Joe Henry is on a first name basis with bank tellers across his hometown of Medford, Ore., scouring 15 banks a week with one thing on his mind: pennies.
Henry is often seen toting around bags of pennies, some he buys, others he changes back in for cash, which seems a little strange at first. He's not a collector, he is what's known as a "penny hoarder" and he is not alone.
Inside a shed next to his house, Henry has orange tubs filled with 200,000 pennies, and he spends hours sorting through roll after roll of the coins. But it's not just any and all pennies, Henry is only interested in those that are dated from 1982 and earlier because those are the coins made with 95 percent copper. A copper penny is worth more than other pennies -- now mostly made of zinc -- currently priced at $0.024.
"The copper has such a different sound than zinc pennies do," Henry said. "Real money has that definite sound of money and if you listen to a modern zinc penny, they don't sound the same, they sound sort of tinny."
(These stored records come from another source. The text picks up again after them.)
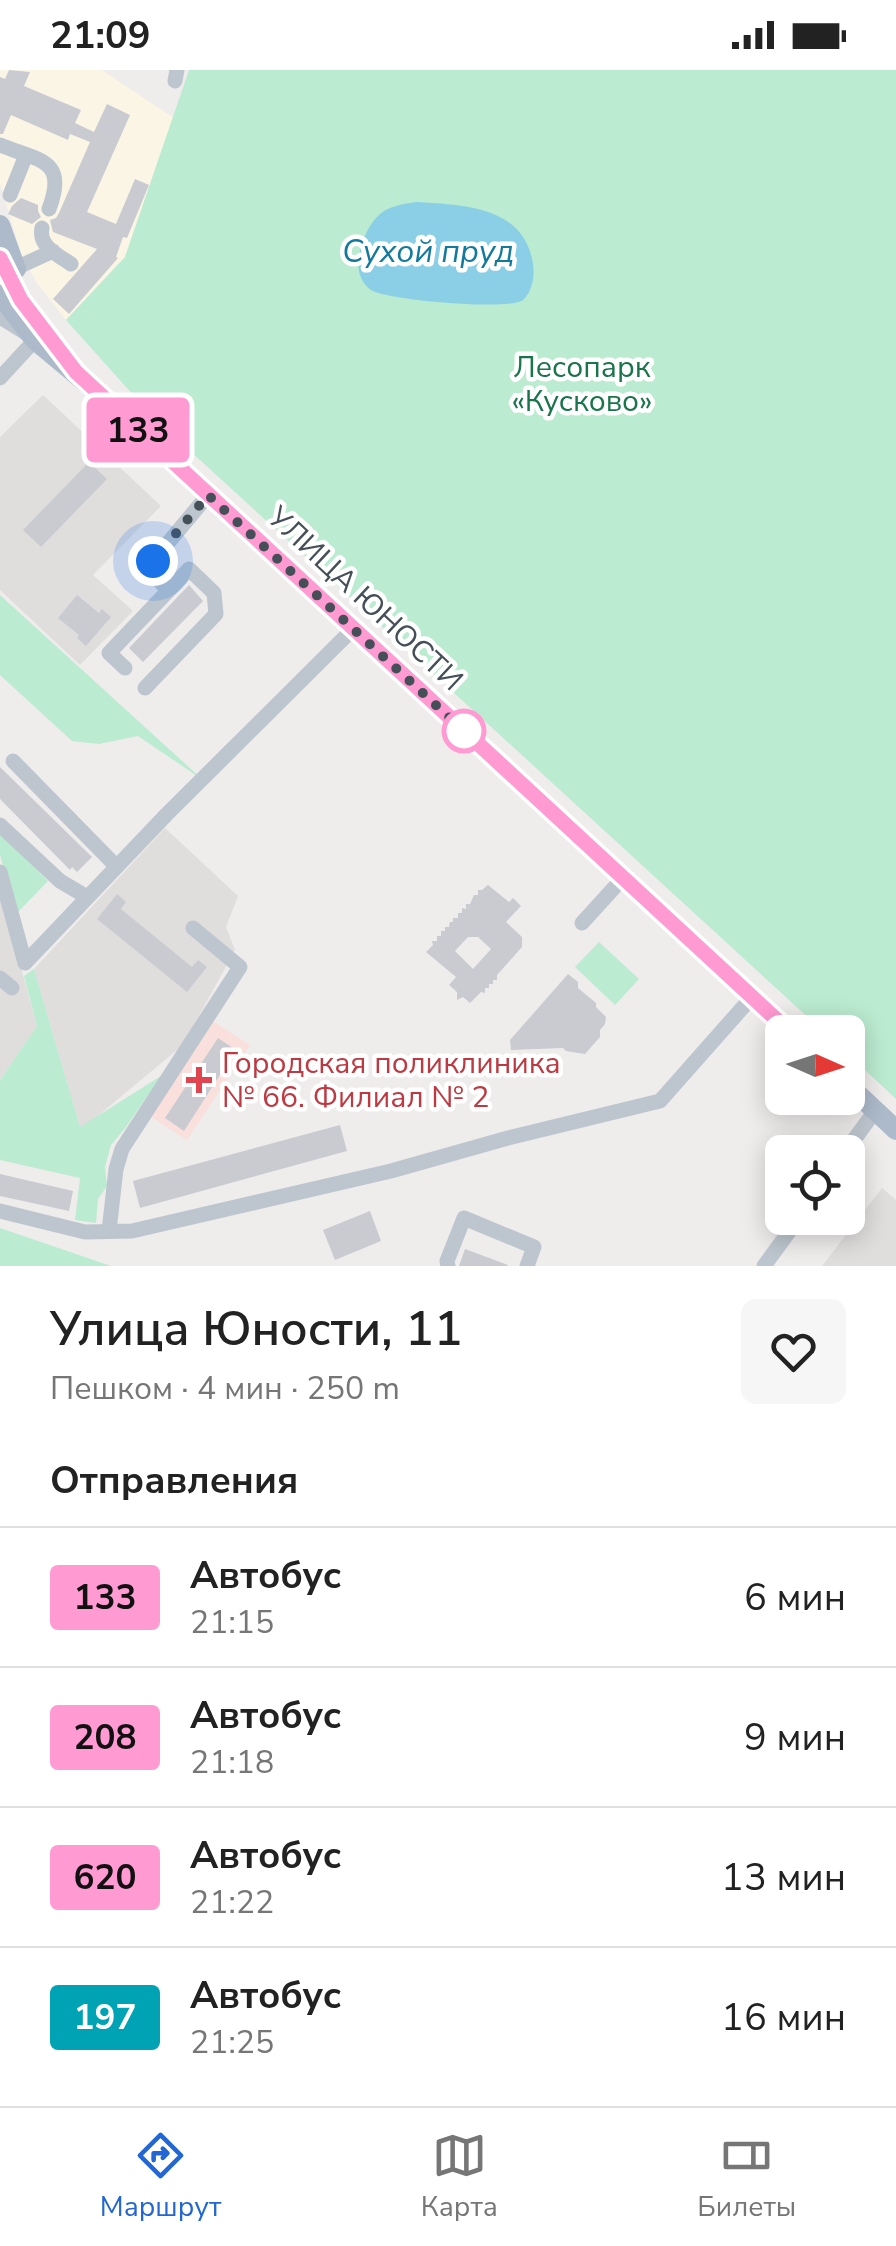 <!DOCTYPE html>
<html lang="ru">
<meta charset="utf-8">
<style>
body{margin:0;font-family:"Nunito Sans",sans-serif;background:#f6f6f6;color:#222;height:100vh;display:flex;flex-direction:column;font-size:38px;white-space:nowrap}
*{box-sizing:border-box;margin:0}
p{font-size:32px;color:#767676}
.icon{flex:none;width:55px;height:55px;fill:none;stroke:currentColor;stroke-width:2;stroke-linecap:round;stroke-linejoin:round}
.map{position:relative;height:1196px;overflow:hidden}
.drawer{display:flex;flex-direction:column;background:#fff;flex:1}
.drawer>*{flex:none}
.badge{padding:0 20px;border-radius:8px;font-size:35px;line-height:65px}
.needle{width:65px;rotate:93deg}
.tools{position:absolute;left:765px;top:945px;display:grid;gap:20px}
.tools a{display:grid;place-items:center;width:100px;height:100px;border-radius:15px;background:#fff;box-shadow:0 5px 25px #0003;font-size:50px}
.you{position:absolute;width:50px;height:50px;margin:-25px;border:8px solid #fff;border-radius:50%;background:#1a73e8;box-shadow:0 0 0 15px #1a73e833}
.map>.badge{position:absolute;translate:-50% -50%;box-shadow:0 0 0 5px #fff}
h2{padding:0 50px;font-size:38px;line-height:90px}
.round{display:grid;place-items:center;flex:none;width:105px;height:105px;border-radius:15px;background:#f6f6f6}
.overview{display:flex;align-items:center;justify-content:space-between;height:170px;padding:0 50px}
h1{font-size:48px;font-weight:600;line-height:75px}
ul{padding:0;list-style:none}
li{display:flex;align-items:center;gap:30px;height:140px;padding:0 50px;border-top:2px solid #e0e0e0}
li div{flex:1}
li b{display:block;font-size:38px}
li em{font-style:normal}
li .badge{min-width:110px;font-weight:700;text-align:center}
.status{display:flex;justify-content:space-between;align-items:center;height:70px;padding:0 50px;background:#fff;direction:ltr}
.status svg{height:28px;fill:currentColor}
.tab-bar{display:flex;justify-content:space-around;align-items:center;height:140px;border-top:2px solid #e0e0e0;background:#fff;font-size:28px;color:#767676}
.tab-bar a{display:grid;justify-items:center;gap:5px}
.tab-bar .active{color:#2267d3}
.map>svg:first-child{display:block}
</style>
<div class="status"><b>21:09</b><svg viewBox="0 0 49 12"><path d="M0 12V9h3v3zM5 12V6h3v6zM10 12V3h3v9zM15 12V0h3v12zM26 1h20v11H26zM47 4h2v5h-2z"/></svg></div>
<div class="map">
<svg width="896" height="1196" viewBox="0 0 896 1196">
<rect width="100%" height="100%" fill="#efecec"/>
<path fill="#faf5e5" d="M 0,0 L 102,0 L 174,48 L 125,187 L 66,250 L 37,213 L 22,187 L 0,114 Z"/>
<path fill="#e0dddd" d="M 43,325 L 161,436 L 93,505 L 133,541 L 80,595 L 0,520 L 0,367 Z
M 165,758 L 238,826 L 226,857 L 235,880 L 183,975 L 88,1054 L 80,1057 L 34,899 Z
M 0,821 L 37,956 L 0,1010 Z
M 882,1118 L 896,1130 L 896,1196 L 822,1196 Z"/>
<path fill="#f9e0dc" d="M 211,950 L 250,975 L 187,1070 L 148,1045 Z"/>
<path fill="#bbebd0" d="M 189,0 L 896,0 L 896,1029 L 848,984 L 848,962 L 824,962 L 152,346 L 66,250 L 125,187 Z
M 0,525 L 203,710 L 138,666 L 99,674 L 72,671 L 0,605 Z
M 0,763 L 48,811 L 16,844 L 0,785 Z
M 599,872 L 639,909 L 615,935 L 575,897 Z
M 34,899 L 80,1057 L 161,1006 L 126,1057 L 111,1075 L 105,1097 L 107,1116 L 98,1129 L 96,1153 L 75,1150 L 80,1108 L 0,1090 L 0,1010 L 37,956 L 24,906 Z
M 0,1158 L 111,1196 L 0,1196 Z"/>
<path fill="#8acfe6" d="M 416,132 C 464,135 524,136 533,194 C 535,206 532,222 523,230 C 509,241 386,230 371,220 C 365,216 360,208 359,201 C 356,183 366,156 380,144 C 389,136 404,134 416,132 Z"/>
<path fill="#c9cbd1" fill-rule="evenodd" d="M 9,0 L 30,2 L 24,16 L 81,40 L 75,53 L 94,62 L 107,34 L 130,45 L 87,142 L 116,154 L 135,109 L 149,115 L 127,168 L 123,167 L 116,187 L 118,188 L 69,244 L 53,229 L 97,179 L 53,162 L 50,150 L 56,148 L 59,143 L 90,72 L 70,64 L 68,70 L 11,45 L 3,64 L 0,64 L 0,7 L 5,9 Z
M 21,128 L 38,135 L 38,141 L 41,147 L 32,154 L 8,144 L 12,136 Z
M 89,392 L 107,409 L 41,477 L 23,460 Z
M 189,515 L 203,531 L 143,592 L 129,578 Z
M 77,525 L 99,543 L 102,539 L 111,547 L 86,576 L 77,568 L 79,565 L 58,548 Z
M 0,697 L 92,787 L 77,802 L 72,797 L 70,800 L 0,729 Z
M 488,815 L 509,832 L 513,828 L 521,836 L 506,852 L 522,867 L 522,877 L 497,905 L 497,910 L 493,910 L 493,914 L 489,914 L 489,918 L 485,918 L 485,923 L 481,922 L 470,933 L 463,927 L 457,930 L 457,922 L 449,915 L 456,907 L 426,882 L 433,875 L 432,871 L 437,871 L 437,866 L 441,866 L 441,861 L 445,861 L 445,857 L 449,857 L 450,852 L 453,852 L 453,848 L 458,848 L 458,843 L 462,843 L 462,838 L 466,839 L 466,834 L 470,834 L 474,825 L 478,825 L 478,820 L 482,820 ZM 468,867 L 478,867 L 491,879 L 473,899 L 455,881 Z
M 117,824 L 126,832 L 121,839 L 192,897 L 198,890 L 207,897 L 187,922 L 97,849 Z
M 568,904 L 578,912 L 578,918 L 596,933 L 596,937 L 606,947 L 605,954 L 600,960 L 600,967 L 585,984 L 566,981 L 563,978 L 511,980 L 510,970 Z
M 218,968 L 236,980 L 184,1061 L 165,1048 Z
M 340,1055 L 347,1081 L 140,1138 L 133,1111 Z
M 0,1104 L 73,1121 L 69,1141 L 0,1126 Z
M 370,1141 L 381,1171 L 335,1190 L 323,1160 Z
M 465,1179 L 508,1195 L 507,1196 L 459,1196 Z"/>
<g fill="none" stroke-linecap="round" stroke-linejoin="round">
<path stroke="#bdc6ce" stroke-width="15" d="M 175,11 L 177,0
M 0,75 C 39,91 68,89 49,139
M 10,125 L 26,85
M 42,158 C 38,176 58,185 71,194
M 16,198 L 53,181
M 0,247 L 26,263
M 0,308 L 35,270
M 168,521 L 153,503 L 153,491 L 208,425
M 125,598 L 109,583 L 189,499 L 214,523 L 216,544 L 145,618
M 13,691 L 116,796
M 0,755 L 60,811 L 87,827
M 0,802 L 25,893
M 582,853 L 623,808
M 25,893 L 167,744 L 353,559
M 0,908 L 12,918
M 845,1082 L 875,1041
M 0,1141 L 85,1162 L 132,1161 L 391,1101 L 508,1068 L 660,1031 L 752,927
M 109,1161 L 116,1099 L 122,1079 L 240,897 L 193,858
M 448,1196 L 447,1191 L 464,1148 L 534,1177 L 527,1196
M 764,1196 L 799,1148"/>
<path stroke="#adbaca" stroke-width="20" d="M 0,155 L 16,199
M 0,189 L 21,230 L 35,250
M 0,225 L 35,270 L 89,315 L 790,962
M 848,1015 L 896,1060"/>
</g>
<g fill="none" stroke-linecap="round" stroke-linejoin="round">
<g stroke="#fff" stroke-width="22">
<path id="line" d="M 0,188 L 21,230 L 76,302 L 790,962"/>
</g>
<use href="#line" stroke="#ff9ad2" stroke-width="15"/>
<path stroke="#454f58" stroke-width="10" stroke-dasharray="0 18" d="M 153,491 L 208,425 L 464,661"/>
</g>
<circle fill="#fff" stroke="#ff9ad2" stroke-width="5" cx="464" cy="661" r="20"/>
<path fill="#e0444e" stroke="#fff" stroke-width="4" d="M194 995h10v10h10v10h-10v10h-10v-10h-10v-10h10z"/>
<g text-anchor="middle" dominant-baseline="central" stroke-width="9" stroke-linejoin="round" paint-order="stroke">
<g font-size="30" fill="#1b754c" stroke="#fff">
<text x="582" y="297">Лесопарк<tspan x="582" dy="34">«Кусково»</tspan></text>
</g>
<g font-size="30" fill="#454f58" stroke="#fff">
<text transform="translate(365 529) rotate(43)">УЛИЦА ЮНОСТИ</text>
</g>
<g font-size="30" fill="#be3a42" stroke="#fff" text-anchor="start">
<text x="222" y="993">Городская поликлиника<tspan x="222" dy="34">№ 66. Филиал № 2</tspan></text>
</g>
<g font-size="32" font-style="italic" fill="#137a9e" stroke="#fff">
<text x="428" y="181">Сухой пруд</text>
</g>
</g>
</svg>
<div class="tools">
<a><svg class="needle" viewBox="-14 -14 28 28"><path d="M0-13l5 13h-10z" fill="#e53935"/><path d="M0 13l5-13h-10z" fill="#767676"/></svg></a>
<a><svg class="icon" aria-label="locate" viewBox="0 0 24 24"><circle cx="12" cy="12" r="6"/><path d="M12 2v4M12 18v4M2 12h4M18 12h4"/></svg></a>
</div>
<div class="you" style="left:153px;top:491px"></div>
<b class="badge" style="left:138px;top:360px;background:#ff9ad2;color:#111">133</b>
</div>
<section class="drawer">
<div class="overview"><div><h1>Улица Юности, 11</h1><p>Пешком · 4 мин · 250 m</p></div><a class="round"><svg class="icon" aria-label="heart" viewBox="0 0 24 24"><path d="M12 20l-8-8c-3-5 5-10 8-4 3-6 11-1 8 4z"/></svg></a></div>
<h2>Отправления</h2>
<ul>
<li><span class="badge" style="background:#ff9ad2;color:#111">133</span><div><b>Автобус</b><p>21:15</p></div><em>6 мин</em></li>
<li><span class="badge" style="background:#ff9ad2;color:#111">208</span><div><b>Автобус</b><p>21:18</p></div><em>9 мин</em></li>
<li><span class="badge" style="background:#ff9ad2;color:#111">620</span><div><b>Автобус</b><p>21:22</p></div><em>13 мин</em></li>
<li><span class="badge" style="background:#00a3b4;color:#fff">197</span><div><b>Автобус</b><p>21:25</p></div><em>16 мин</em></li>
</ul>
</section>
<nav class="tab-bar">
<a class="active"><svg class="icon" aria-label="directions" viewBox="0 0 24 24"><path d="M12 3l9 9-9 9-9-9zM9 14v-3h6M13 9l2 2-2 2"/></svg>Маршрут</a>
<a><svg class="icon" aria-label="map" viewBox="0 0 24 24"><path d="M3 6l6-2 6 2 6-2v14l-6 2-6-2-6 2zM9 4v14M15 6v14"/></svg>Карта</a>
<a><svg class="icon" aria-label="tickets" viewBox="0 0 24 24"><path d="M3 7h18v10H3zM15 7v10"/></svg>Билеты</a>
</nav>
Henry even has a $500 home counting machine to separate out the copper ones. Much like the resurging obsession with gold, the price of copper has skyrocketed in recent years and the rising price has led to some unusual sprees. Thieves have been exploiting the value hidden in obscure items, stripping copper wiring from phone and utility cables, from construction sites, even from a 122-year-old copper bell that was stolen from a San Francisco cathedral.
In San Diego, so much copper wiring has been stolen from eight different city parks, that soccer teams can't practice because the field lights stopped working.
But penny hoarders aren't thieves, just opportunists. There are a slew of listing for pennies in bulk on eBay, but what's amazing is they include listings for $10 in pennies being sold for $20 dollars. If you think only a sucker would pay two cents for a penny, you're missing out on a business opportunity that Adam Youngs, who runs a massive penny sorting operation in Portland, Ore., has perfected.
He explained how he can sell a $100 worth of pennies for $176, when shipping and packaging are included.
Youngs' operation, the Portland Mint, is locked inside a secure facility that deals with armored cars -- selling and shipping to clients in every state -- and works in pennies by the ton. He said he has clients with deep pockets who are storing huge sacks of pennies and he has inquires from hedge funds.
"Just in face value alone, about $270,000 dollars [in pennies] right now," Youngs said. "That is just the face value, that is not even the copper value. The copper value is about three times that much." Clients use Youngs because he separates copper pennies from the chump change -- the newer pennies that are only worth $0.01.
But in the weird world of penny hoarding, getting to the copper is a very big problem. It's illegal to melt pennies an there is an obscure federal law that makes it illegal to transport more than $5 in pennies out of the country. Penny hoarders know this of course, but they also know something else. In what could be the biggest legislation to hit the U.S. Mint in 50 years, officials are now looking at the composition of pennies and nickels and considering an overhaul. If the laws change and the mint decides to abolish the penny, people would be free to melt them down for the copper.
A penny saved, many times over, could be a whole lot earned.